What do some of the world’s top companies like Google, Goldman Sachs, and Adobe have in common? They all take great steps to foster a learning mindset throughout their organizations. This approach to company culture, also referred to as a growth mindset, is defined by psychologist Carol Dweck as the idea that individuals’ talents are not innate gifts, but skills that can be developed through good strategies, hard work, and input from others. When entire companies adopt this mindset, they put more energy into learning and take advantage of people’s natural instincts to learn throughout our lives – to great company-wide success.
The corporate learning industry is a $360 billion industry and shows no signs of slowing down any time soon. With surveys from as far back as 2018 showing that opportunities for employee development is second to only the nature of the work itself in workplace happiness, LinkedIn’s 2021 Workplace Learning Report shows that companies are starting to make changes to reflect this. 59% of companies surveyed stated that employee upskilling and reskilling were a top priority for them over the last year, while 51% reported that creating opportunities for internal mobility was especially important.

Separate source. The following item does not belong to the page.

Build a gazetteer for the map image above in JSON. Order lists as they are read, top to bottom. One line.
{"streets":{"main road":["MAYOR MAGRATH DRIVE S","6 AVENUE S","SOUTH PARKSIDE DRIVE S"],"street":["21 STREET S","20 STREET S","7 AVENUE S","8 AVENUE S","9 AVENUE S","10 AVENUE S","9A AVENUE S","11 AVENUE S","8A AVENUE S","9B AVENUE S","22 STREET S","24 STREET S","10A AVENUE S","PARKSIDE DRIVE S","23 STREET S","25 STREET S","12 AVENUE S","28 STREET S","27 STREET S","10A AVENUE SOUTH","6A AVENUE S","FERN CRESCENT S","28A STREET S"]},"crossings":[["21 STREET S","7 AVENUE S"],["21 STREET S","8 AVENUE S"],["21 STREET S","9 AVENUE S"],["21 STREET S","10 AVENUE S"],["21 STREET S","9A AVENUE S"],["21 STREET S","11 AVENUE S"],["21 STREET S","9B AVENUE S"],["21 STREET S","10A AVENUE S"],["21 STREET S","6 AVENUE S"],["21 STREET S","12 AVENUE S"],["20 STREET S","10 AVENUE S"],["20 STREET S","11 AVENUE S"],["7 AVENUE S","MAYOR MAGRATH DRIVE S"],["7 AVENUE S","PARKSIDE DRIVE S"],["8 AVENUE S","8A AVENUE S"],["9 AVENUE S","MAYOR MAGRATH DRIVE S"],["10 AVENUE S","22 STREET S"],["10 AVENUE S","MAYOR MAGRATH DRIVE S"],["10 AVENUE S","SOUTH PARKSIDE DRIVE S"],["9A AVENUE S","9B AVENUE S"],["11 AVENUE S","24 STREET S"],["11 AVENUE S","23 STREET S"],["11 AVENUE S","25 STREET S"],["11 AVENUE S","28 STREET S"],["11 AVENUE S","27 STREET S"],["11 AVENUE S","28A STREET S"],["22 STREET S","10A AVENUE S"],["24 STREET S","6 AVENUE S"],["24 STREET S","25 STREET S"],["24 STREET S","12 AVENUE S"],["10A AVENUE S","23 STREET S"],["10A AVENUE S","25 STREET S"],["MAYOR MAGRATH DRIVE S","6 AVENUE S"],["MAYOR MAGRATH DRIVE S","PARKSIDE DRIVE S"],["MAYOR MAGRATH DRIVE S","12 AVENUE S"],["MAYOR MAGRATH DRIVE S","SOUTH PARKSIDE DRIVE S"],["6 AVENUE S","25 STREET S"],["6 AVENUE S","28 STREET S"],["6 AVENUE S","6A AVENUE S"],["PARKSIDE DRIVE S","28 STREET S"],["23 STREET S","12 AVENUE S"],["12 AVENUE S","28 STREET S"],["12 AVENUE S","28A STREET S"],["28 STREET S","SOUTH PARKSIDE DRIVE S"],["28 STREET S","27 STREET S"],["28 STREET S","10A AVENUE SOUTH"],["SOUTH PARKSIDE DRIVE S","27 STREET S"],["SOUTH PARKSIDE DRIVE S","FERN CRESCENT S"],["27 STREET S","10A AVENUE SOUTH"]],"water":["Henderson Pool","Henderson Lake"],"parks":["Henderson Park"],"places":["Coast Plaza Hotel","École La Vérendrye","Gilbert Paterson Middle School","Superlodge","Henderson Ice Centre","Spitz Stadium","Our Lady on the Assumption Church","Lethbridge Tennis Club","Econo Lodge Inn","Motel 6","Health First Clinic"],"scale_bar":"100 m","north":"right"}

From Project Lightbulb at Allstate, where team members are encouraged to spend a half day every week learning new things, to Adobe’s Learning Fund that provides $10,000 to employees for education and certifications, companies have committed to prioritizing learning. A growth mindset reaps far more benefits than just employees picking up new skills; it’s truly a rising tide that lifts all boats.
While it’s impossible to quantify all the ways a learning mindset can benefit your business, here are some of the top perks to adopting this approach:
#1 It helps employee retention rate.
By now, we’ve probably all heard of the Great Resignation, with 4.53 million Americans quitting their jobs in November 2021 alone. Employee retention has become more important than ever, with companies across all industries scrambling for ways to keep their workforce happy. Though there’s no magic formula for preventing employees from quitting, creating an environment where learning is encouraged has proven to improve employee satisfaction. LinkedIn reports that employees that spend time at work learning are 47% less likely to be stressed, 39% more likely to feel productive, and 21% more likely to feel confident – key factors in overall workplace happiness and retention. We’ve seen this firsthand here at FACTS, with an 94% employee retention rate for associates that have enrolled in a course through Nelnet University.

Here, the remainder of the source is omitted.